Qualquer semelhança com alguma história que certamente conhecemos não é mera coincidência.

Certo dia Oscar Niemeyer chega ao escritório para mais uma jornada de trabalho. Com o pensamento entre curvas e concreto armado, logo na entrada do prédio se depara com uma criança suja e mal alimentada vendendo balas e doces. Oscar se sensibiliza com o garoto lhe compra algumas balas, e segue em direção ao elevador que o leva para o escritório. No curto trajeto entre o saguão e sua sala, Oscar pensa: “Isso não é justo. Assim como sobe esse elevador, sobe também a miséria daquele garoto”.

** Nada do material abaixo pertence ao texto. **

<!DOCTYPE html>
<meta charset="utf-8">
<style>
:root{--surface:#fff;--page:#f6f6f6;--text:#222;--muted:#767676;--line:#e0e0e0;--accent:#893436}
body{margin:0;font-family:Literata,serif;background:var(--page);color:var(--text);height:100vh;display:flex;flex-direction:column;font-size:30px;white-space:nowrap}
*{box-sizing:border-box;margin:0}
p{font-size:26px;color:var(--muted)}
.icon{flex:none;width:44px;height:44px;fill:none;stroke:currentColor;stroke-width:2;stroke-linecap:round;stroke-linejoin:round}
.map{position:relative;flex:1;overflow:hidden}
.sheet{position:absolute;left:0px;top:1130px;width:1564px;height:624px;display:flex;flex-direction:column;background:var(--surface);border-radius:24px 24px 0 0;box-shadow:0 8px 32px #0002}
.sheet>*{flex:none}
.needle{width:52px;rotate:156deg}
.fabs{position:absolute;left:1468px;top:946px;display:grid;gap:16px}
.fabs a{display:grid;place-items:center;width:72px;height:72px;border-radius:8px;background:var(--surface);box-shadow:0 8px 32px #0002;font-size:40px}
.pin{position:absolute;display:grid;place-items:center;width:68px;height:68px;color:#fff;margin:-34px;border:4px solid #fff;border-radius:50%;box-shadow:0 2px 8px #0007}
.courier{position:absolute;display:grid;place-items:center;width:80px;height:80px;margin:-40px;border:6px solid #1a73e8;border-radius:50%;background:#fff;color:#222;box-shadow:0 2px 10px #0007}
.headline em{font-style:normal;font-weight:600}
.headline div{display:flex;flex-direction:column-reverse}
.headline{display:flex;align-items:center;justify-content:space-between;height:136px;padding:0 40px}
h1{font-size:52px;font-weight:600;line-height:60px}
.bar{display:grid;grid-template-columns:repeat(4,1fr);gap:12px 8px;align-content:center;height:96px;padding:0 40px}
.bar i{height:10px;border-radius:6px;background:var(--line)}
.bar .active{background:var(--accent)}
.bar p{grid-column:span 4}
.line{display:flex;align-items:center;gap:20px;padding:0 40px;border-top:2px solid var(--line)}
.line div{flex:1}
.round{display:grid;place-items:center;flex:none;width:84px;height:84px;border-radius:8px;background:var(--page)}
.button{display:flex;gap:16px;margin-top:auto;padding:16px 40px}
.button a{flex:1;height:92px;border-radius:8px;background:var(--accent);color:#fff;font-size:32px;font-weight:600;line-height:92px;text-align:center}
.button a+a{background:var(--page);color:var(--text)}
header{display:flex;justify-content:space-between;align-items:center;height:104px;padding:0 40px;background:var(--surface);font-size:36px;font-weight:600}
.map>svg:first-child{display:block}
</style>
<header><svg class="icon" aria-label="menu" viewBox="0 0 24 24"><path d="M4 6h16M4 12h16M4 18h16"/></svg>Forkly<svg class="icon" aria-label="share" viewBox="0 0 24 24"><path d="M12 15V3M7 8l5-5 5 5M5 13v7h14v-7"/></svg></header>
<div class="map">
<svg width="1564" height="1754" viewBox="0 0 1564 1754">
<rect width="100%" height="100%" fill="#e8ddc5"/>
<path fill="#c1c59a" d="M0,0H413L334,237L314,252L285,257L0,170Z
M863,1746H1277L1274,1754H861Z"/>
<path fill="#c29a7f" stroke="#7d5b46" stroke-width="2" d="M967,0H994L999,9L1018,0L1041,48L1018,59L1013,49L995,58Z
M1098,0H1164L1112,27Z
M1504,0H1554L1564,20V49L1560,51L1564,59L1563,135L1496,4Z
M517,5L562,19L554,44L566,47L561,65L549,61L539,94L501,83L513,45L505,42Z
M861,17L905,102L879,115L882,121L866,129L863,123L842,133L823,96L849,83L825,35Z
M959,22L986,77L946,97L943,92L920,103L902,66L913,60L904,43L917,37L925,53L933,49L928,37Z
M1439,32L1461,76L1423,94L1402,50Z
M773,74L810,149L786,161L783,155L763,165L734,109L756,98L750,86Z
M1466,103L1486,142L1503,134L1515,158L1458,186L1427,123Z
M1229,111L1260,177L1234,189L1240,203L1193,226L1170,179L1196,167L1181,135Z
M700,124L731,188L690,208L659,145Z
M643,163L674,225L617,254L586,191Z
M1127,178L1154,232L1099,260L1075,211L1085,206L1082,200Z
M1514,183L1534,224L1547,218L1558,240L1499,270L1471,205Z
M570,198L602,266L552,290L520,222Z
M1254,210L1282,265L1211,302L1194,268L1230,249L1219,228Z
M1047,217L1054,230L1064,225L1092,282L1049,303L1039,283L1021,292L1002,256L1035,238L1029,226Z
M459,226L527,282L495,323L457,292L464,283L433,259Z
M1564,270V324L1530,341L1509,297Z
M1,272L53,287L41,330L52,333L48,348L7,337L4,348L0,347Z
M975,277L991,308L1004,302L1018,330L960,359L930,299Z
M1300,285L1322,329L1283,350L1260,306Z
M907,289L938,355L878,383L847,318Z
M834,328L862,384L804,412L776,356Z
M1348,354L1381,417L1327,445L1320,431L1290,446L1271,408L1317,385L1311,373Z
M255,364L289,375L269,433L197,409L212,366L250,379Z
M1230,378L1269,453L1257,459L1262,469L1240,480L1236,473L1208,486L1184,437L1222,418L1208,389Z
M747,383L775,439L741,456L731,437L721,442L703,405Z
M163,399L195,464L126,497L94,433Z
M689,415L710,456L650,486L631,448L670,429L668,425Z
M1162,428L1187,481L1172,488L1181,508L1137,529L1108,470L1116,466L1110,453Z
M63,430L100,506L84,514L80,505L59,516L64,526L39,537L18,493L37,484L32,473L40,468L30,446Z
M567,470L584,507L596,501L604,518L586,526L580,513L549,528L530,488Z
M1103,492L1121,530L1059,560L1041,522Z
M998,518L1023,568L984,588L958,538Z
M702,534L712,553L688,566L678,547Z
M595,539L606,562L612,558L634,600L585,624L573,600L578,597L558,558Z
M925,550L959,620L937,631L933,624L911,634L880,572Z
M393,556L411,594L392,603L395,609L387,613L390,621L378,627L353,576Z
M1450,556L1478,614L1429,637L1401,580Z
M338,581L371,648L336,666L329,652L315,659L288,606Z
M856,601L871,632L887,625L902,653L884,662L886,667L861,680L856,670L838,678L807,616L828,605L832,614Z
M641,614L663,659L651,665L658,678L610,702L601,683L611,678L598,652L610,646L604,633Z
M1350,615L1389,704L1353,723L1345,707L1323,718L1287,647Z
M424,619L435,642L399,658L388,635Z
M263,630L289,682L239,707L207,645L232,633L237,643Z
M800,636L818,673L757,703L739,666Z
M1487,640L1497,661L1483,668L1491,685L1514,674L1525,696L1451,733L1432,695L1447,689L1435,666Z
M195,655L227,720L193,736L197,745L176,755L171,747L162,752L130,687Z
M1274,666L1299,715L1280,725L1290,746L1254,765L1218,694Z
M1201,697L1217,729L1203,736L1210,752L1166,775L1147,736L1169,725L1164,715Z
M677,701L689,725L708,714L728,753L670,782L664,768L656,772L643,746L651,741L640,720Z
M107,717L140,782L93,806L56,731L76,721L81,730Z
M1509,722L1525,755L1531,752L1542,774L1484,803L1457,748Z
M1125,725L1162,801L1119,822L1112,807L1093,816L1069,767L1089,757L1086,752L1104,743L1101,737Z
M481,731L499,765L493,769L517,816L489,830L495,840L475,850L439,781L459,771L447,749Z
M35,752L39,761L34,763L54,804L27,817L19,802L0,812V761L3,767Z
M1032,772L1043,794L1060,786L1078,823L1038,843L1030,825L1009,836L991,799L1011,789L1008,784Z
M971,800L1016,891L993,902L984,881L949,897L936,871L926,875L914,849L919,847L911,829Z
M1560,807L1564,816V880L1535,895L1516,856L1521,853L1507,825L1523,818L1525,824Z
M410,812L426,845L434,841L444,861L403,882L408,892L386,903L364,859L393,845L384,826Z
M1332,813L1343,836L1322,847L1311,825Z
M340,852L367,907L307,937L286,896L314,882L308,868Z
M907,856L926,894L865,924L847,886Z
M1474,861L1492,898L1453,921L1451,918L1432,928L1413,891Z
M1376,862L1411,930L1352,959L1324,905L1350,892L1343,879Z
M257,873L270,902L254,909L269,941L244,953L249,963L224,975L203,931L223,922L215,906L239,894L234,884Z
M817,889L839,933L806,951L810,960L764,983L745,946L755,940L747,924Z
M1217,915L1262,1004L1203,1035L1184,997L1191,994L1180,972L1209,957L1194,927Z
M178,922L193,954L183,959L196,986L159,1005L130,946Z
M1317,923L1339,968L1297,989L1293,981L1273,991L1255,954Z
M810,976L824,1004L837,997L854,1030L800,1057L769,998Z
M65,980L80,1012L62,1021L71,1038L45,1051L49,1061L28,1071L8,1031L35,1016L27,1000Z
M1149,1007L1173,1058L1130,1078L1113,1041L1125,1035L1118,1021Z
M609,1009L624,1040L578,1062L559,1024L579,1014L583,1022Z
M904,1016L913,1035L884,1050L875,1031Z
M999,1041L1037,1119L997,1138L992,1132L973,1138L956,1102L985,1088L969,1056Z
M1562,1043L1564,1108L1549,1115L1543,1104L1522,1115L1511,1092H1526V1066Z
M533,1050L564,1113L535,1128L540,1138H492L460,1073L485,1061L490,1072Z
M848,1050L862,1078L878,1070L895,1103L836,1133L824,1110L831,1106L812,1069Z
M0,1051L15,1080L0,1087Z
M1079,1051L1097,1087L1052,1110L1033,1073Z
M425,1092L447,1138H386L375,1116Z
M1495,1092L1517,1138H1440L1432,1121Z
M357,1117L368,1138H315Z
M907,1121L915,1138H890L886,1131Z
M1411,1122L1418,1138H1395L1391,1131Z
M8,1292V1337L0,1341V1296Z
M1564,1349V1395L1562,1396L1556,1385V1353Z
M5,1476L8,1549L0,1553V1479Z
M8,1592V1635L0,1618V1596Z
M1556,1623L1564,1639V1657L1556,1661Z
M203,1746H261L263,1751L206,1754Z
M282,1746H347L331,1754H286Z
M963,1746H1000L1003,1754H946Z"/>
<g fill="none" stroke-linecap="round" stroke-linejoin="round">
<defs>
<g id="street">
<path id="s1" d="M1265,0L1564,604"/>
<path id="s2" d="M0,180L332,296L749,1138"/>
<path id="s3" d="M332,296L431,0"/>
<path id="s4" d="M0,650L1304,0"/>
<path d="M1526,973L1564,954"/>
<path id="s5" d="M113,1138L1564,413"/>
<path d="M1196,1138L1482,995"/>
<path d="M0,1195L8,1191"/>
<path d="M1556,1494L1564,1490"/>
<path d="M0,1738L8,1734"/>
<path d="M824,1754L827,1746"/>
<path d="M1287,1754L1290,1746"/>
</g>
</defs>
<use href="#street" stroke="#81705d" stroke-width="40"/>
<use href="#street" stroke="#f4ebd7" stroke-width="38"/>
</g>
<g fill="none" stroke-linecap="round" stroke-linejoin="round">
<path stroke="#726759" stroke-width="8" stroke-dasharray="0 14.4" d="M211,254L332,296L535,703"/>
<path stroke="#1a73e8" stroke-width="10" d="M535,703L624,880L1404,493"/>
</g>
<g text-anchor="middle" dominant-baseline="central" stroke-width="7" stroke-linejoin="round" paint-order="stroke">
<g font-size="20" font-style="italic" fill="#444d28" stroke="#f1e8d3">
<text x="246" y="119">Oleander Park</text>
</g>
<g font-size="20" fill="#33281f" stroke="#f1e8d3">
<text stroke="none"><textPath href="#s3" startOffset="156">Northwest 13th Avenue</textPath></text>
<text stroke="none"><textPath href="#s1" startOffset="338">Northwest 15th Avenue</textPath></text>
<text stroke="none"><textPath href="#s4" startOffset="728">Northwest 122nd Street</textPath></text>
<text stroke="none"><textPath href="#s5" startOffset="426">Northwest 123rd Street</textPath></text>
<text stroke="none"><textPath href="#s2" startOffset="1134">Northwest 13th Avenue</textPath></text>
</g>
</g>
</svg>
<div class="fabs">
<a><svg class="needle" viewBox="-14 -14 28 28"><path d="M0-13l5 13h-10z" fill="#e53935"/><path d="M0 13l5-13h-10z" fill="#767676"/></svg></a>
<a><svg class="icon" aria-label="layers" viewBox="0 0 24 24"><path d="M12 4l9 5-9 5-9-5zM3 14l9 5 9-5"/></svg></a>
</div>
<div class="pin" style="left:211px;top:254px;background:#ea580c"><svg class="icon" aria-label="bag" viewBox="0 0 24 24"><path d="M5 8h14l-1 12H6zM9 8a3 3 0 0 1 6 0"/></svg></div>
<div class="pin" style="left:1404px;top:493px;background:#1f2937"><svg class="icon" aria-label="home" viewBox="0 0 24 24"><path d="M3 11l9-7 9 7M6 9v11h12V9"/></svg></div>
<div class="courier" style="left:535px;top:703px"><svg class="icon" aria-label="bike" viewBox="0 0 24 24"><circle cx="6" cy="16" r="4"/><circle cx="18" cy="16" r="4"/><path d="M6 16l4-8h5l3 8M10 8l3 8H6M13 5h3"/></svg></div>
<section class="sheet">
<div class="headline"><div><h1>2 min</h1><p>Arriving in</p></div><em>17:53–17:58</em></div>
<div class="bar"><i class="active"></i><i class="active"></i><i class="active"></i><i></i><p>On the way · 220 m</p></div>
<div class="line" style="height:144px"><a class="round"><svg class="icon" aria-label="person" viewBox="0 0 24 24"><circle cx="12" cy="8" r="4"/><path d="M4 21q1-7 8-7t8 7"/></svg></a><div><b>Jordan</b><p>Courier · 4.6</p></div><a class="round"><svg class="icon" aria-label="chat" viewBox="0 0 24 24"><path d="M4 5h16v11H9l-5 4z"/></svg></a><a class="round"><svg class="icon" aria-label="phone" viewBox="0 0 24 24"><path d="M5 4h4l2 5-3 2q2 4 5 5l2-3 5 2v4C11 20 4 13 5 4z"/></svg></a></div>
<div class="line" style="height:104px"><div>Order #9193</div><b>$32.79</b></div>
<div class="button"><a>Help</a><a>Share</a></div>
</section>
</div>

Chegando em sua sala, Oscar liga para a segurança e pede que lhe tragam aquele garoto vendedor de balas. Sobe então o garoto até a sala de Oscar. Oscar quis saber onde ele morava, se estudava, e onde estavam seus pais. O garoto responde que morava ali mesmo na rua, que nunca havia entrado numa escola, e que não sabia por onde andavam seus pais.

Uma empregada de Oscar, uma portuguesa muito da generosa, ouvindo aquele diálogo, veio a intervir: “Seu Oscar, deixa que eu o levo pra casa. Meu marido é chofer de praça, vive a trabalhar, o garoto me será uma boa companhia”. Oscar assentiu.

Duas semanas depois a portuguesa, agora muito assustada, chora junto ao Oscar: O garoto sumira! Sem uma explicação, sem deixar um rastro.

Passado alguns dias, para surpresa de Oscar, o garoto, maltrapilho e maltratado, reaparece em seu escritório. Se diz arrependido da fuga, e que estava disposto a ser educado. Oscar o recebe de bom grado. Oferece um banho quente, lhe veste com roupas novas, matricula-o em uma boa escola, e mais uma vez a portuguesa generosa o leva pra casa.

Mas a alegria não durou muito. Mais uma vez o garoto desaparece inexplicavelmente. Oscar, meio que já conformado com a história, reflete: “Decerto ele sofre do mal que assola a maioria dos moradores de rua. O mal de se recusar a ser educado. De não estar habituado a ter um lar, uma cama quente, roupas limpas e uma pessoa que se importe com ele. Estava acostumado sim ao corre-corre noturno, às fugas constantes da polícia, aos companheiros de vícios, ao travesseiro de pedra, ao chão frio da rua que lhe sirva como cama”. isso sim. Enfim…

Dessa vez o garoto desaparecera definitivamente, a não ser por um telefonema, dez anos depois. Do outro lado da linha uma voz adulta, porém familiar, queria saber se aquele generoso senhor que o acolhera há dez anos estava bem de saúde. “Ele foi um garoto atencioso, se lembrou de alguém que ao menos tentou ajudá-lo no passado”, disse Oscar em pensamento. E sem ressentimentos…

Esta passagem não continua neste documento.